A hand is used when operating most of the things around us, such as cellular phones, computer mice, cameras, packages, remote controllers, golf clubs, tennis rackets, etc. "Digital Hand" is software developed to assist design of such products. Given a 3D object model and the users' condition, it virtually reconstructs various sizes and shapes of hands and evaluates the usability of the object by simulating interaction between the hands and object during operation.
Compared with the case of a whole body (computer manikins), a digital hand has its own difficulties. Posture reconstruction accuracy is required to be at the millimeter order level, especially at fingertips. Diverse patterns of motion should be generated for a high degree-of-freedom linkage. There are more contact points with between a hand and external objects than for the rest of a whole body, so estimating a reaction force is difficult. In addition, contact, deformation, friction, and the tactile functionality to sense them need to be incorporated. Numerous contact points between hand and an object makes it difficult to estimate a reaction force.
A hand consists of basic structures such as bones, tendons, ligaments, muscles, and skin. Under the skin, soft tissues are packed, and tactile receptors can be found among them. Though these basic structures have been unraveled by medical science and anatomy, quantitative design of most of them is still unknown. In the digital hand project, we are trying to deal with various "individual differences" based on quantitative unraveling of these basic structures.

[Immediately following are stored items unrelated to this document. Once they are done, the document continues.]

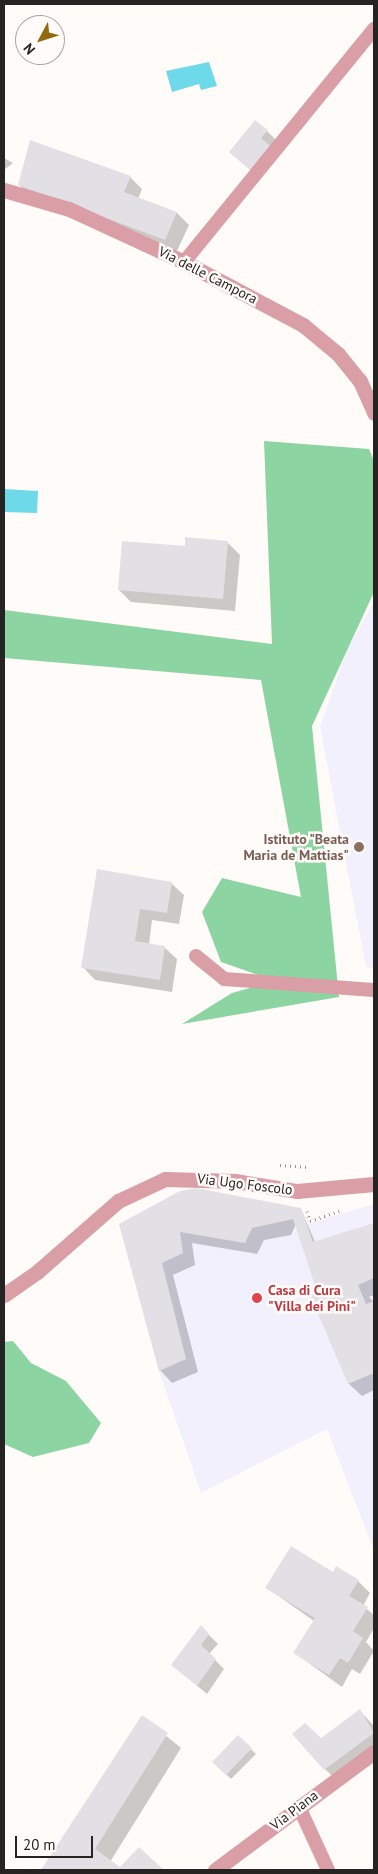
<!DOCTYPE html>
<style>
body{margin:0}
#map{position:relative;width:378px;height:1874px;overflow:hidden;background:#fffbf8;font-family:"PT Sans",sans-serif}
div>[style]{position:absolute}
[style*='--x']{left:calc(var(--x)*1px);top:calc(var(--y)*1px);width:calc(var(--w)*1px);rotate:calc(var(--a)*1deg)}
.education>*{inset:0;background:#f2f0fd}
.forest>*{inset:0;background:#8cd4a1}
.water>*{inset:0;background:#6dd9e9}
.shadow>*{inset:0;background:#0003}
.building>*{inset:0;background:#e2e0e5}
.path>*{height:3px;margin-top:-1.5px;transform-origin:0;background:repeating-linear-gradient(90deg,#969391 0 1px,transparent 0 5px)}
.lane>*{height:14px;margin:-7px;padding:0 7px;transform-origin:7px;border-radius:7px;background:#da9ea7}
.street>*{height:15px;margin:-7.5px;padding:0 7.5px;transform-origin:7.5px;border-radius:7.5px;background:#da9ea7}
.dots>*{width:14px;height:14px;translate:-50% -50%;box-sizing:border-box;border:2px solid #fffbf8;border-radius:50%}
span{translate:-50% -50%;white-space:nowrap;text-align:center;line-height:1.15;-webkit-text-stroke:5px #fffbf8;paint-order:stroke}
.street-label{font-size:14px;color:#262423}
.education-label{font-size:14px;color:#785e54;font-weight:700}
.right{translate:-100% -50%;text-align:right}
.health-label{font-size:14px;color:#be3a42;font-weight:700}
.left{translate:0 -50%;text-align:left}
.frame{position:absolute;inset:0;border:5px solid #262423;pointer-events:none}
.north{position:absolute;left:15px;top:15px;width:50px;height:50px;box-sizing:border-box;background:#fffbf8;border:1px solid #a8a5a3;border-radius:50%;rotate:230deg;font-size:14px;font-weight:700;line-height:20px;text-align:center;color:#262423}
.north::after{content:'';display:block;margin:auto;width:18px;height:22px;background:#926811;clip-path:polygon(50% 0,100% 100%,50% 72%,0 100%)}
.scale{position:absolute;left:15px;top:1836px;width:78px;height:22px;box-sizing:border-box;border:2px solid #262423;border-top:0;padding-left:6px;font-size:15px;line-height:18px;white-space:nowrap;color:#262423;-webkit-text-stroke:4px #fffbf8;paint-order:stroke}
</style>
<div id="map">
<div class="education">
<i style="clip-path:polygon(374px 601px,374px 969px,366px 967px,320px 727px,346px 653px)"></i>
<i style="clip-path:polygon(180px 1191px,301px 1208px,307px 1224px,374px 1204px,374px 1551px,327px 1429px,201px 1493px,159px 1371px,119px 1224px)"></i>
</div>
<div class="forest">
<i style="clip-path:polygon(264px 441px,369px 449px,374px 461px,374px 592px,312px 726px,339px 997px,182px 1024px,232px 993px,275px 981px,221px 962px,202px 912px,222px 878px,301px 897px,261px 680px,4px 658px,4px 610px,272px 644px)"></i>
<i style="clip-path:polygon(13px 1341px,31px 1363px,66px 1381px,101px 1423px,89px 1443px,33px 1457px,4px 1444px,4px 1342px)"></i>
</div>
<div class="water">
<i style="clip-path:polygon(209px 62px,217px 86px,201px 90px,199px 84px,172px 92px,166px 71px)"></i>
<i style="clip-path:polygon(4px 489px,38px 491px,37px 513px,4px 512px)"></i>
</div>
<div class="shadow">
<i style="clip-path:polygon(267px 131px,276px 140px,260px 178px,230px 152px)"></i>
<i style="clip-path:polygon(4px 158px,13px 163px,4px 170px)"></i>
<i style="clip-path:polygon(130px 177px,142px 189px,138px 199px,177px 213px,189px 225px,177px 251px,31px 197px,19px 185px)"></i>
<i style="clip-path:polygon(227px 542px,240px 555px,235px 611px,131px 602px,119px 590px,186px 547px)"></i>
<i style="clip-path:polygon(98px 871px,171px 883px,184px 895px,179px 924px,152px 920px,149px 945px,164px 947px,177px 959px,172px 992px,95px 980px,83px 967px)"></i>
<i style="clip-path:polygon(301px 1209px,315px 1242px,374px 1224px,374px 1295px,369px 1297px,374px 1302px,374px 1390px,362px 1396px,349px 1384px,311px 1295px,319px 1292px,296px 1224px,291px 1235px,264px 1240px,257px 1254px,192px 1243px,195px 1265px,173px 1275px,198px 1372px,172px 1383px,160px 1370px,120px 1225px)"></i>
<i style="clip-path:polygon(333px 1573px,358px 1581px,370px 1593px,363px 1606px,374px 1615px,374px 1628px,366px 1642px,374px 1651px,360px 1674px,352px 1669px,342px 1687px,295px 1653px,314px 1621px,267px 1588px)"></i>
<i style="clip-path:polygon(201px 1627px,218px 1644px,209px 1654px,224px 1669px,207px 1694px,173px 1665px)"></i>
<i style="clip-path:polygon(360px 1711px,374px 1726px,374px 1749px,334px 1778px,325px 1769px,321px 1740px)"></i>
<i style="clip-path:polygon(142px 1716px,181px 1748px,110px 1862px,120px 1869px,139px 1849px,162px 1870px,42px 1870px)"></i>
<i style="clip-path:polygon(238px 1737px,256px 1754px,231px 1779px,213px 1762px)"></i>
</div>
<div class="building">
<i style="clip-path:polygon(255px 120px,268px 130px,261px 138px,270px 146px,250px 170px,229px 152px)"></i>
<i style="clip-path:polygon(30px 140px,131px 176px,124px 192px,177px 212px,165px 240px,18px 185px)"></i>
<i style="clip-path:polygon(185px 537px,228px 541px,223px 599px,118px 590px,122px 541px,185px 546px)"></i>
<i style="clip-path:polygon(97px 869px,172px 882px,167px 913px,140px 909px,135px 941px,165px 946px,160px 980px,81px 968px)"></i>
<i style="clip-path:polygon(196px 1188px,301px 1208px,313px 1242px,374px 1223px,374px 1278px,358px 1285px,366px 1304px,374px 1301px,374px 1373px,348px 1384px,310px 1295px,317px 1292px,293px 1219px,252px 1228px,245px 1243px,180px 1232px,183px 1253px,162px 1263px,186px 1359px,159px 1371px,119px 1224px,180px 1191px)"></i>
<i style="clip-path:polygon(291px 1546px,333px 1572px,336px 1566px,359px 1580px,349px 1596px,368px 1607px,353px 1631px,363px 1638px,348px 1663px,340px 1658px,329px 1675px,293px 1653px,315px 1618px,265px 1588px)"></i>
<i style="clip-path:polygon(201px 1625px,209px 1634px,201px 1645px,216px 1659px,197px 1686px,171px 1665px)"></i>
<i style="clip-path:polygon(360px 1709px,374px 1733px,324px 1770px,292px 1734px,305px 1723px,321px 1738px)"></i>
<i style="clip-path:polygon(142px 1715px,168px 1733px,95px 1849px,120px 1867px,139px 1847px,164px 1870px,41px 1870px)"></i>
<i style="clip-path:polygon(238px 1735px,252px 1748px,226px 1775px,212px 1762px)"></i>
</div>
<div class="path">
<i style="--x:280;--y:1165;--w:29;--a:4"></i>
<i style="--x:307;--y:1211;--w:10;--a:73"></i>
<i style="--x:310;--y:1221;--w:34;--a:-19"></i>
</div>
<div class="lane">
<i style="--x:184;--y:262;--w:301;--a:-50.8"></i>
<i style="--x:196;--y:956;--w:36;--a:39"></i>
<i style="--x:224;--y:979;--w:150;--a:4.2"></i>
<i style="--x:299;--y:1807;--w:69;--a:65.3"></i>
</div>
<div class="street">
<i style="--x:4;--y:190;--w:68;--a:16.3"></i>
<i style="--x:69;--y:209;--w:127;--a:24.7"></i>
<i style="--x:184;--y:262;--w:135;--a:27.9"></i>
<i style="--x:303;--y:325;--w:45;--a:39.6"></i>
<i style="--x:338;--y:354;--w:35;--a:51"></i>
<i style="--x:360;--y:381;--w:35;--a:66"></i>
<i style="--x:4;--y:1295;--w:40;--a:-34.9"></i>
<i style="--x:37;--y:1272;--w:108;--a:-41.2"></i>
<i style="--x:118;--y:1201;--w:52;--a:-25.1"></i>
<i style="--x:165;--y:1179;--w:70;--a:1.6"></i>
<i style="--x:235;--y:1181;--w:63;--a:9.2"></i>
<i style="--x:297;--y:1191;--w:77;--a:-5.2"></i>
<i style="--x:215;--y:1870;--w:198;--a:-36.6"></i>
</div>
<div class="dots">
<i style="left:359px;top:847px;background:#8d6e63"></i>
<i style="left:257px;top:1298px;background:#e0444e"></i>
</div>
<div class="street-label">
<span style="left:208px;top:275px;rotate:27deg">Via delle Campora</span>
<span style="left:245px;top:1184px;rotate:7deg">Via Ugo Foscolo</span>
<span style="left:294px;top:1810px;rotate:-37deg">Via Piana</span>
</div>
<div class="education-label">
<span class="right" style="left:349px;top:847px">Istituto "Beata<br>Maria de Mattias"</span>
</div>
<div class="health-label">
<span class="left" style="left:268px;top:1298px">Casa di Cura<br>"Villa dei Pini"</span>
</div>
<div class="frame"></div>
<div class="north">N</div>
<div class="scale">20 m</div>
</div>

The physical interaction between a hand and an object is ultimately recognized and evaluated as "usability" or "feel of grip" in the brain.
It is difficult to simulate the cerebral nerve activities directly to estimate such "feel-of-operation". We are now tackling this highly challenging problem by developing an equivalent relationship model between the evaluations and the physical phenomenon that could be measured experimentally and simulated.